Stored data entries
- - - - -

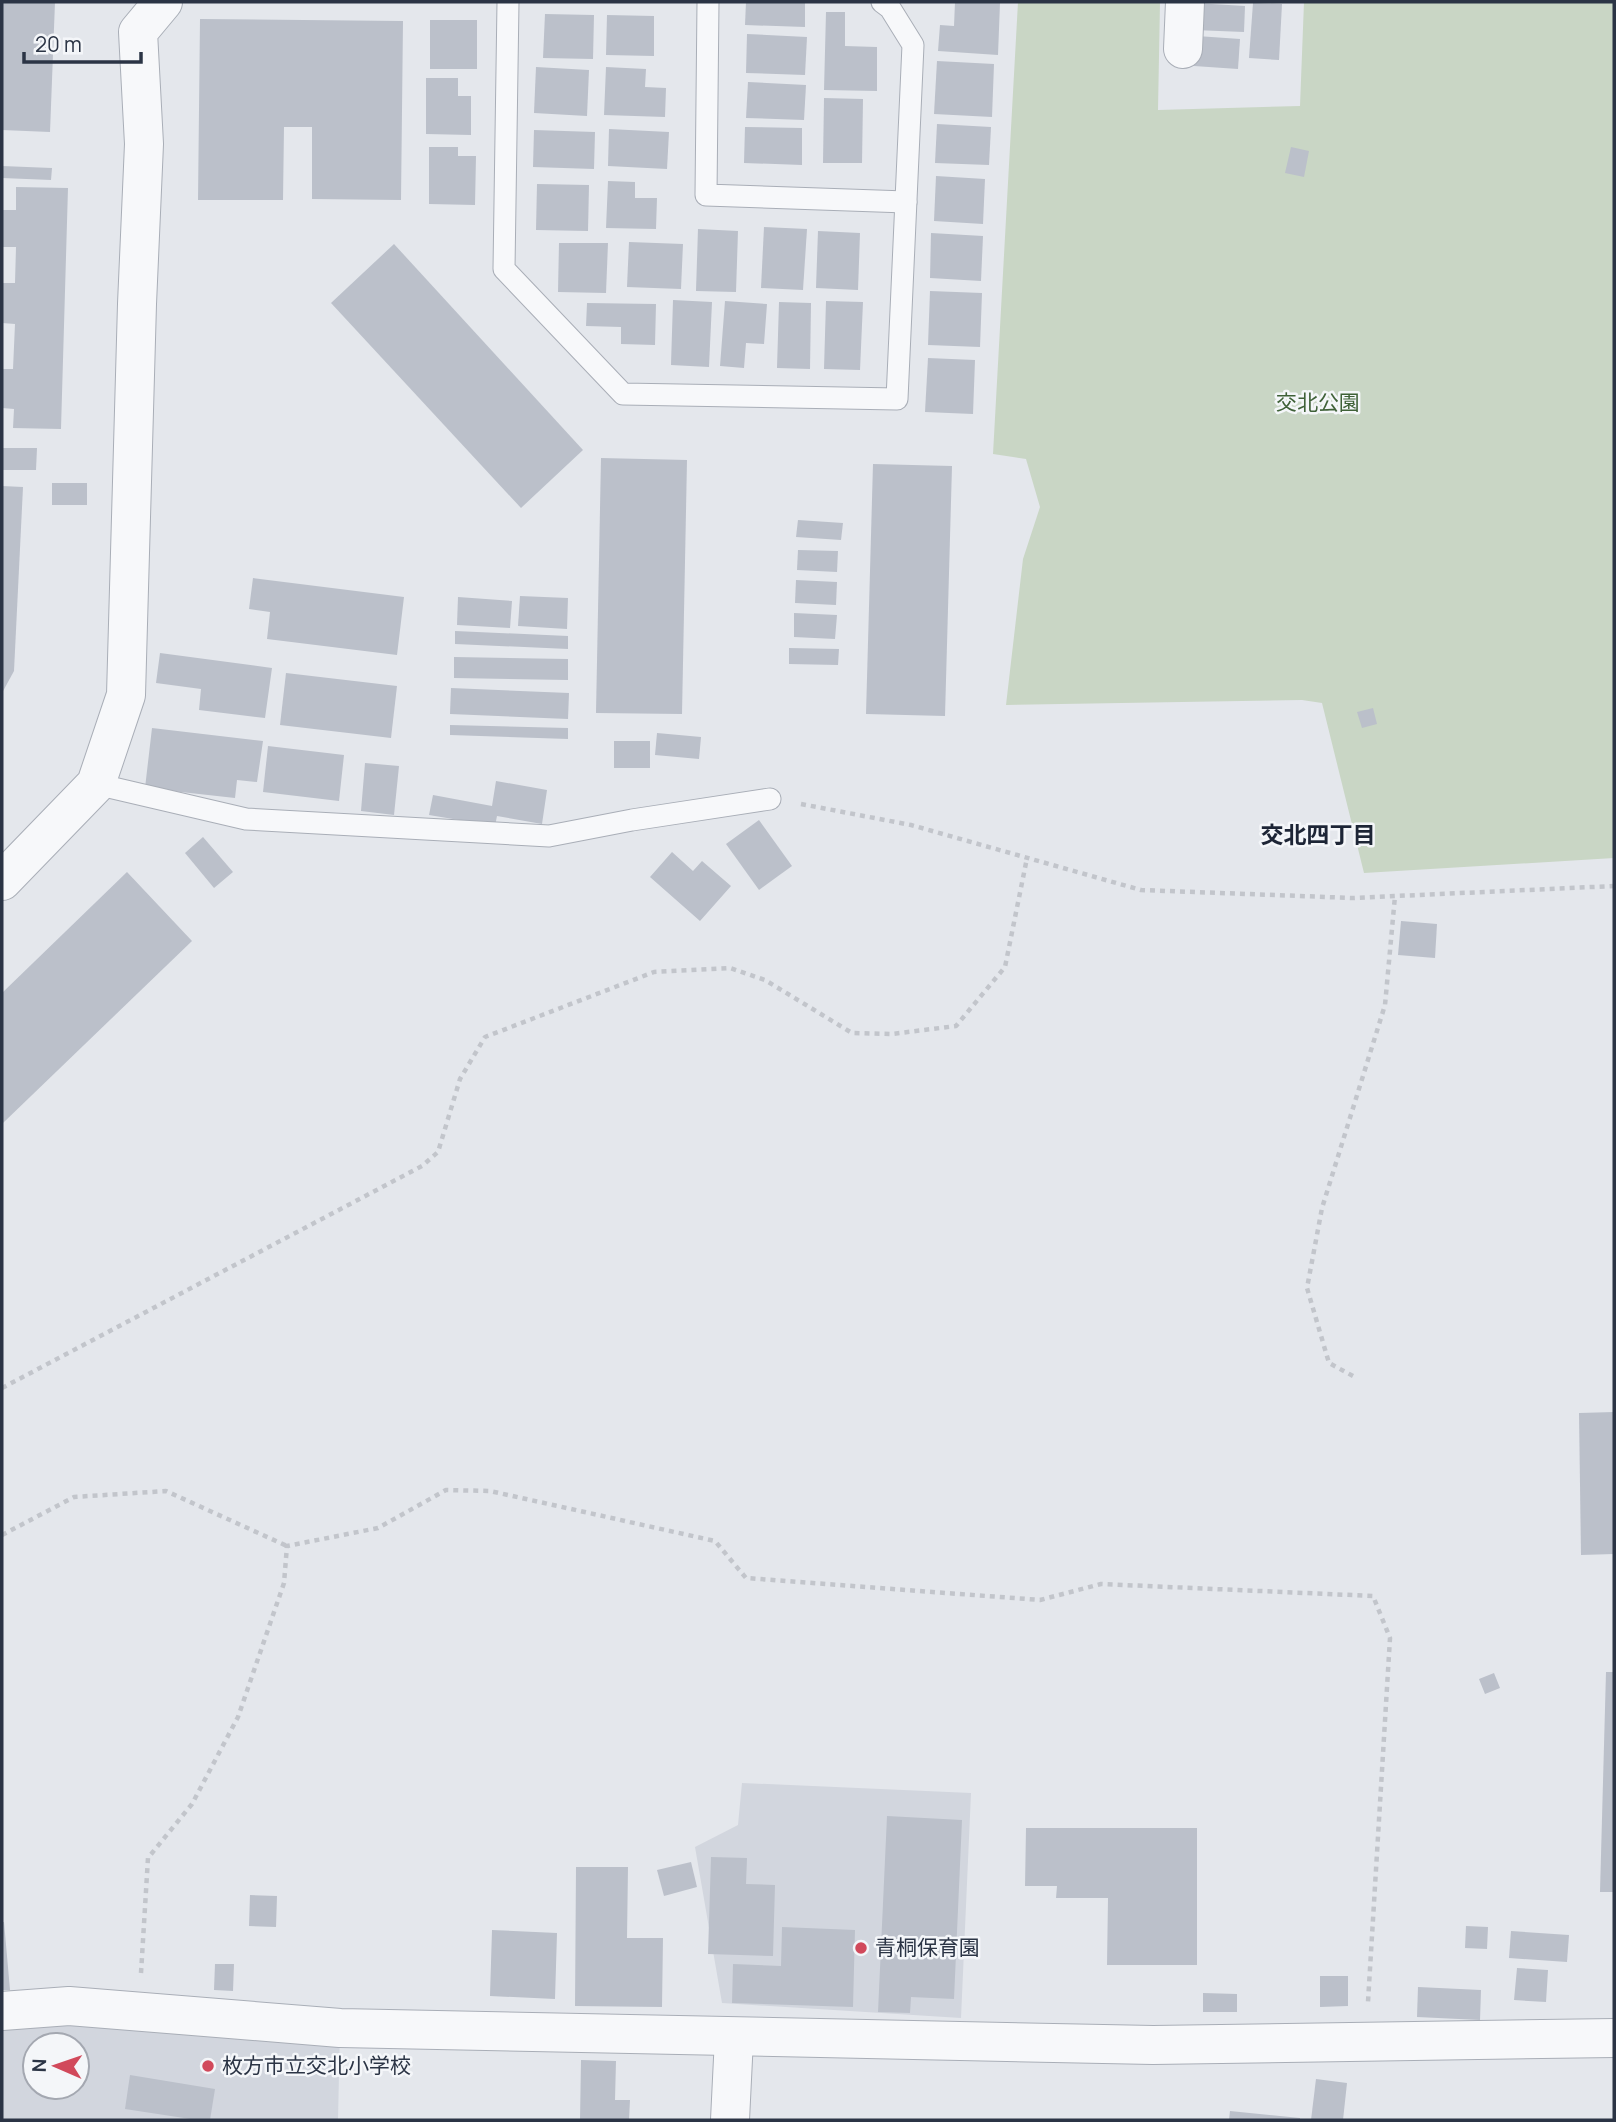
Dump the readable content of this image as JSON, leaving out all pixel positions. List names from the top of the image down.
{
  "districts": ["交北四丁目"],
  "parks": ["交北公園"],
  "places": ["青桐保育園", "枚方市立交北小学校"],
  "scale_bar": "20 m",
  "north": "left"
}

- - - - -

Your objective | Each record should appear again exactly as it stands, with no picture included.

Answer for this exercise |
Dump the readable content of this image as JSON, leaving out all pixel positions. List names from the top of the image down.
{
  "districts": ["交北四丁目"],
  "parks": ["交北公園"],
  "places": ["青桐保育園", "枚方市立交北小学校"],
  "scale_bar": "20 m",
  "north": "left"
}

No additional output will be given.